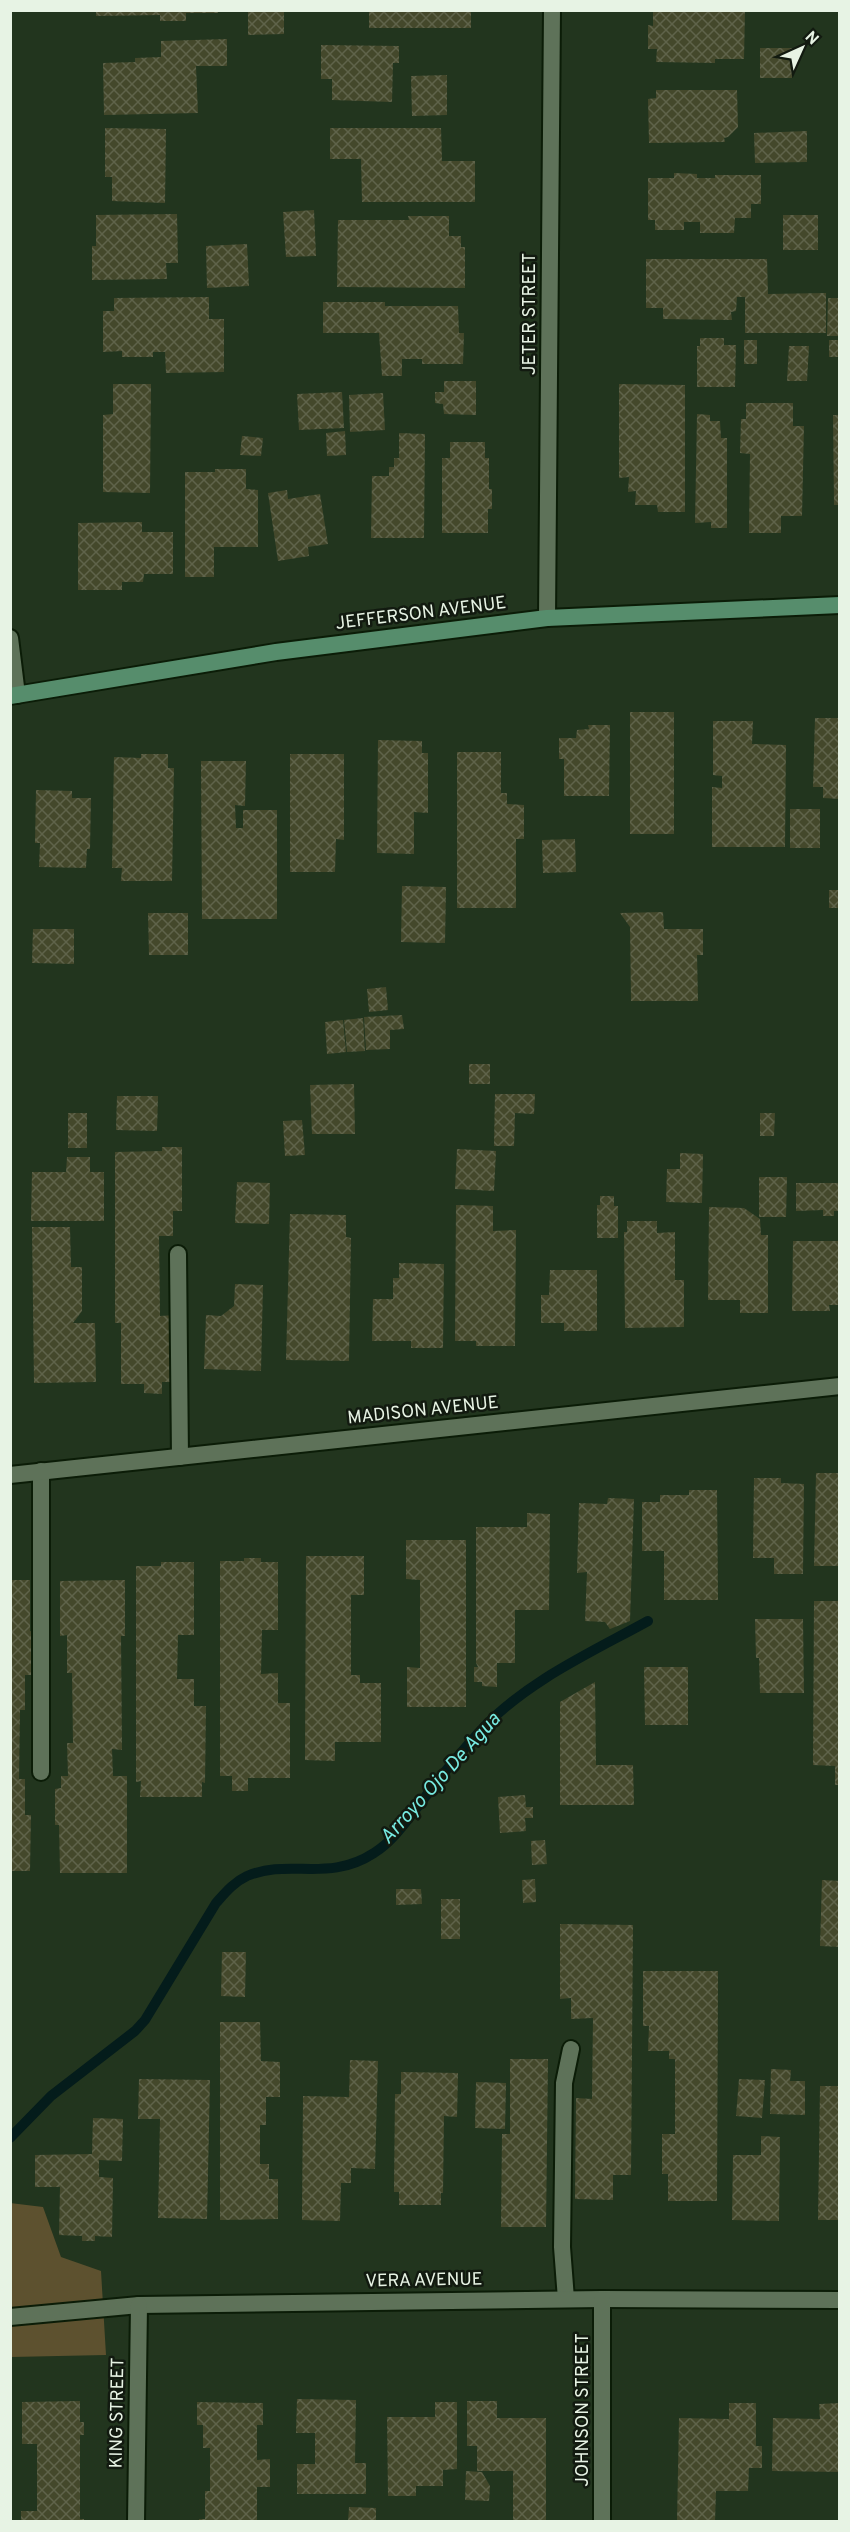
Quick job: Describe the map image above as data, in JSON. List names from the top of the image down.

...

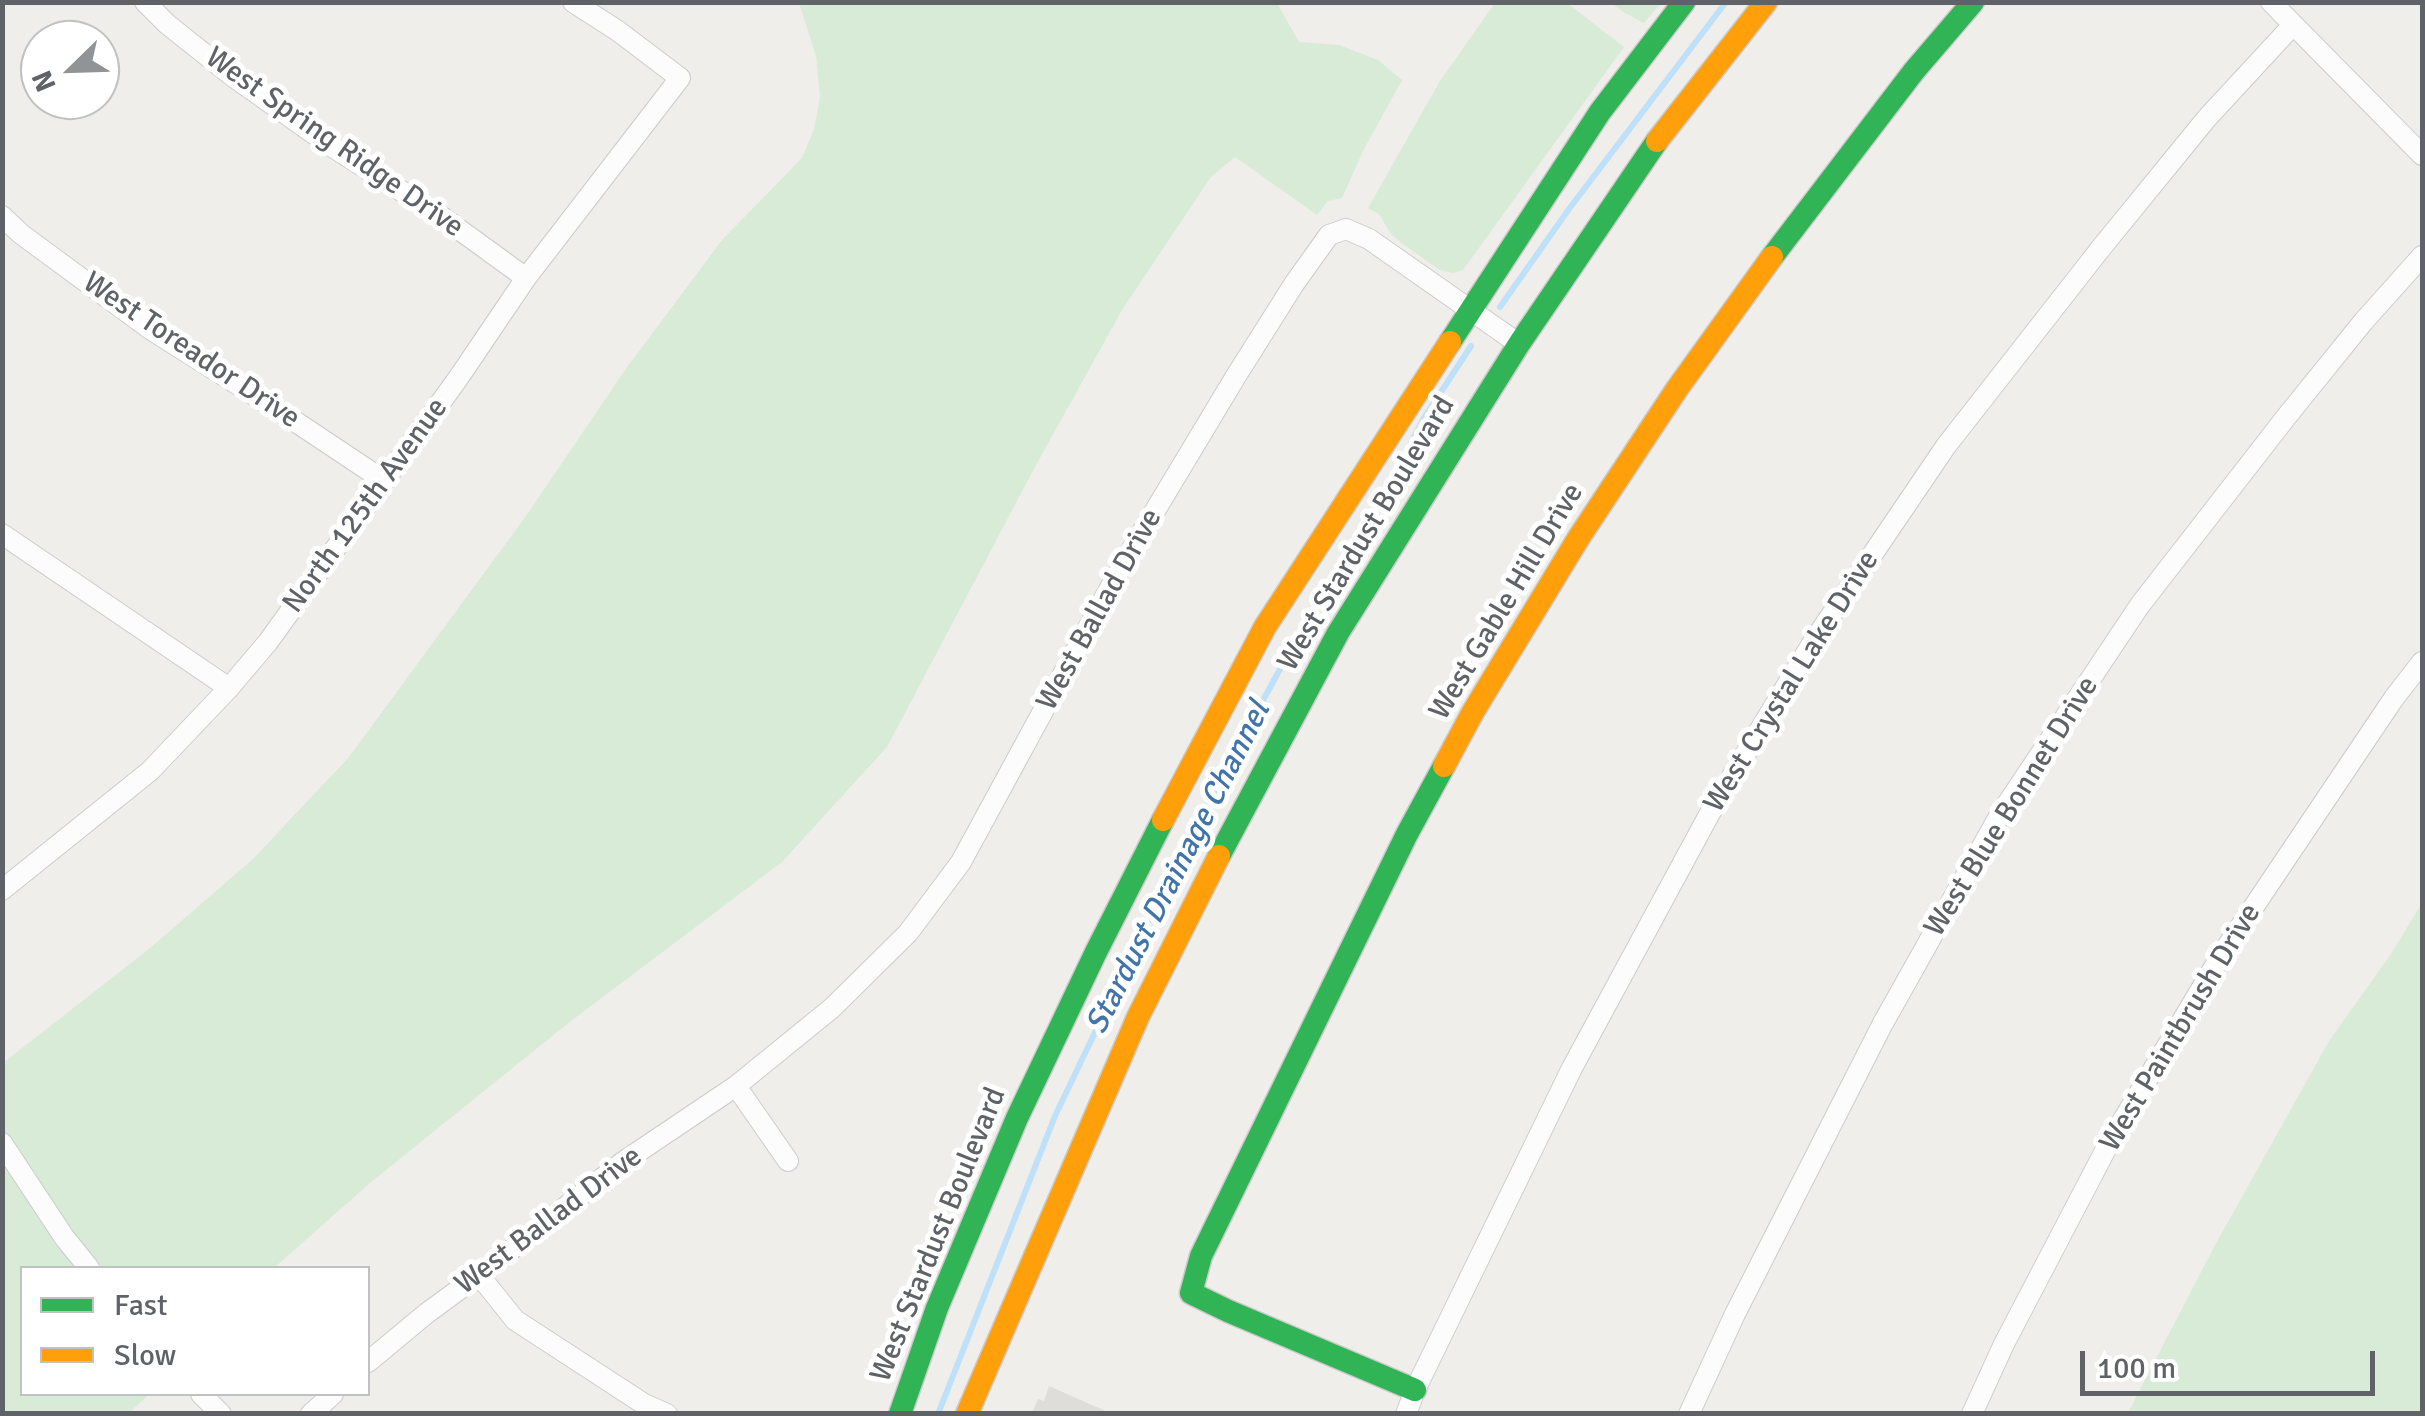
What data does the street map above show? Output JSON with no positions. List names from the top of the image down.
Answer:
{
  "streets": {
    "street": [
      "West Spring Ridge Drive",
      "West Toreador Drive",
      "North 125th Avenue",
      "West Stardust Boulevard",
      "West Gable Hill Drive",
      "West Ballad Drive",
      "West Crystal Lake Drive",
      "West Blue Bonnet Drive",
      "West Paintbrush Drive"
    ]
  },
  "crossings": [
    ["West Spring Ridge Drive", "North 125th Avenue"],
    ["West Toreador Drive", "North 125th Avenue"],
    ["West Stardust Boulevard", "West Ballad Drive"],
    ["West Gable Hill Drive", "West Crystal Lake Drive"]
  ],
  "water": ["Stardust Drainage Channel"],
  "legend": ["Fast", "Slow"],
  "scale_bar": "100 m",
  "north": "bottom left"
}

* * *

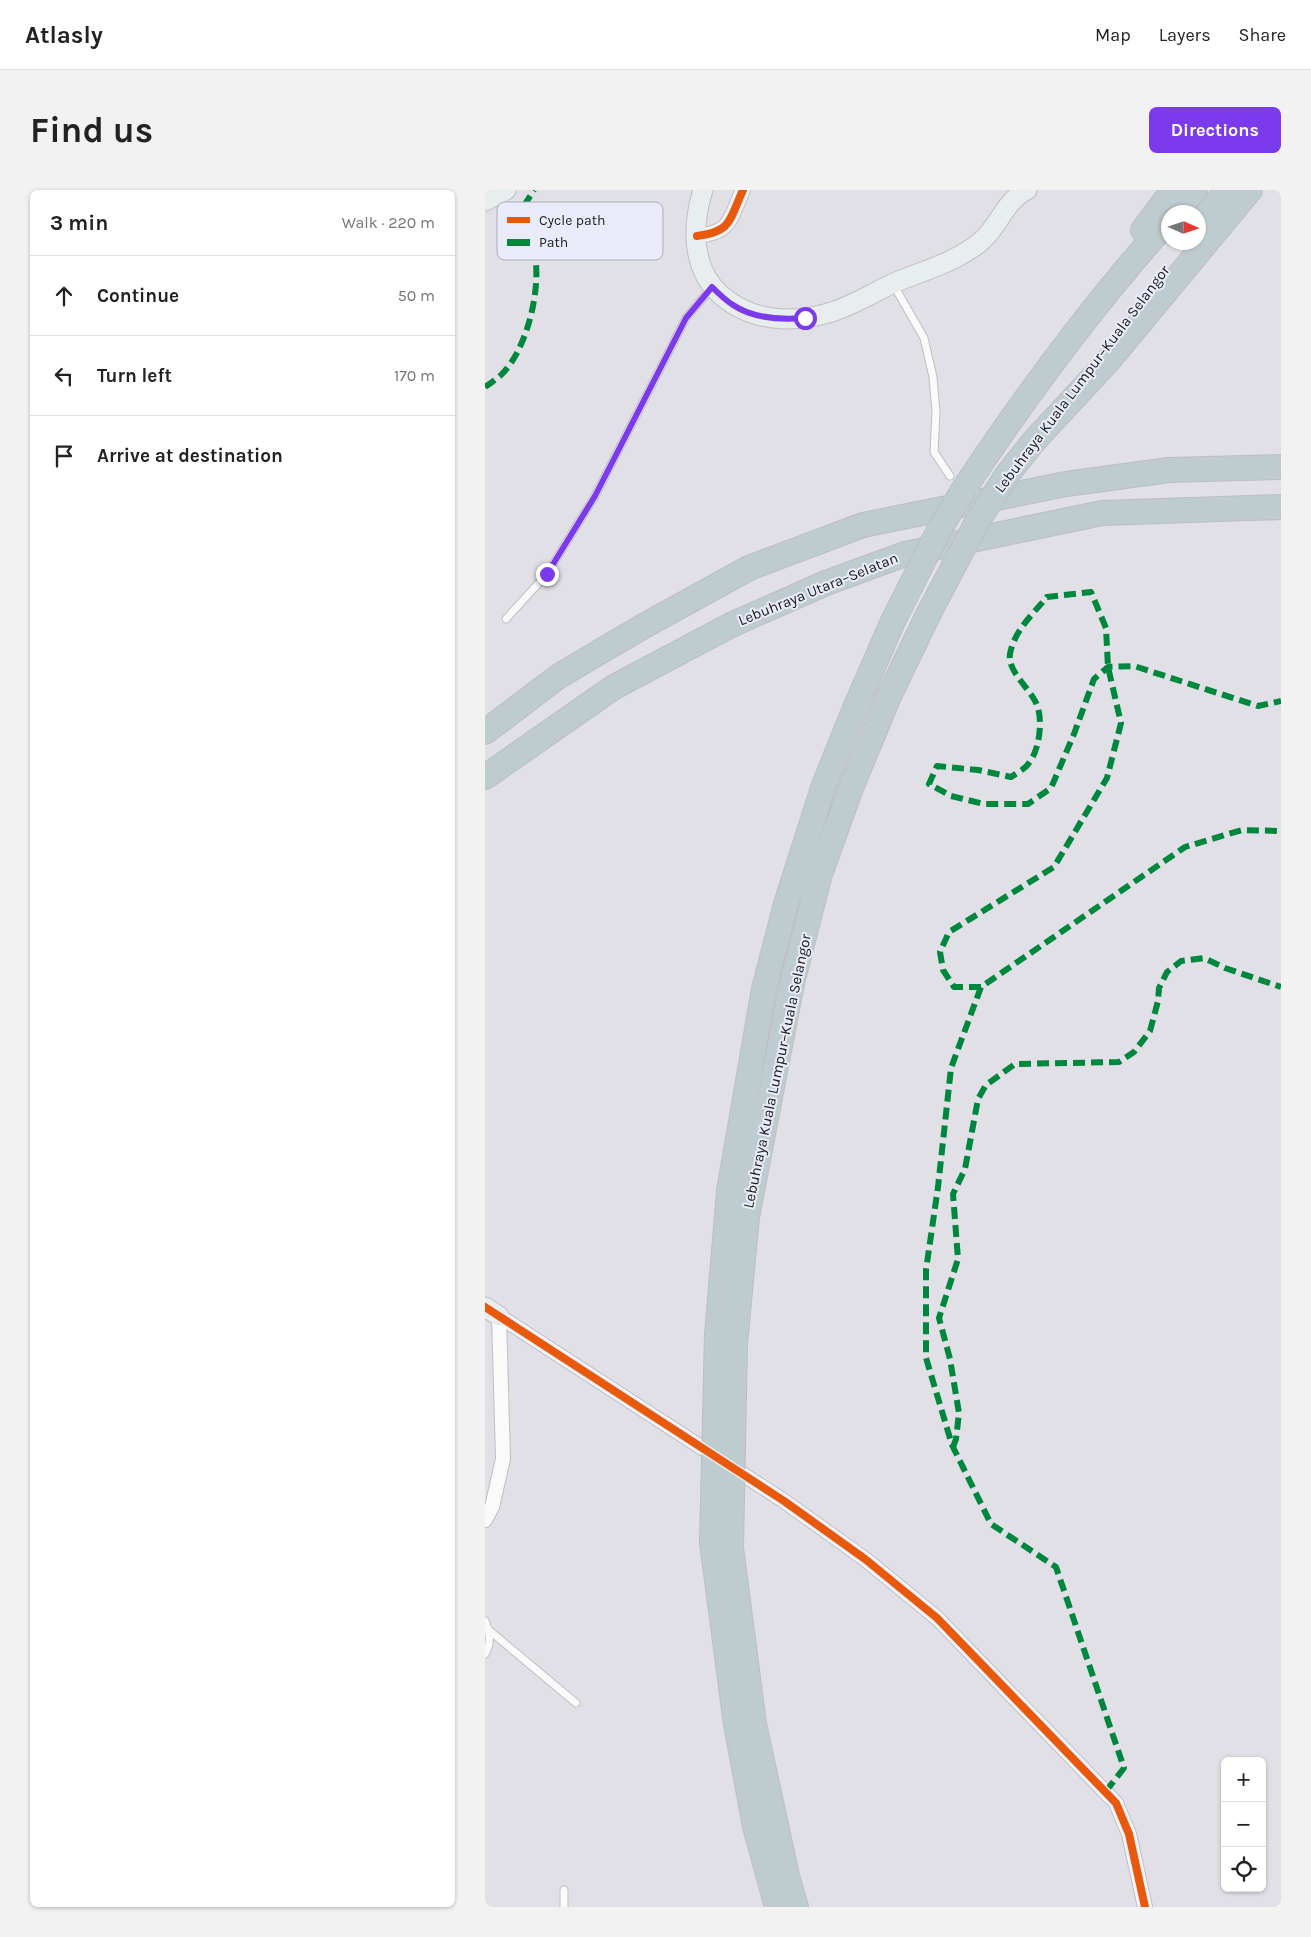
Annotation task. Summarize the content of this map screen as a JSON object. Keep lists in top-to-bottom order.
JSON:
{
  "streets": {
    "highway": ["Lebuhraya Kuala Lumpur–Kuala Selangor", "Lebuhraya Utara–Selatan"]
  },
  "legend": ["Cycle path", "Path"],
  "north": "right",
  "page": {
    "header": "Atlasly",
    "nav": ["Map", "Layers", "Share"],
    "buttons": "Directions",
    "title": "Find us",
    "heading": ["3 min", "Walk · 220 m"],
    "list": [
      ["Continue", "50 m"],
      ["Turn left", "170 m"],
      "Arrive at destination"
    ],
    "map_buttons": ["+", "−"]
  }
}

TASK: The answer should consist of every line above in which "down" appears.

EXERCISE RESULT:
Quick job: Describe the map image above as data, in JSON. List names from the top of the image down.
What data does the street map above show? Output JSON with no positions. List names from the top of the image down.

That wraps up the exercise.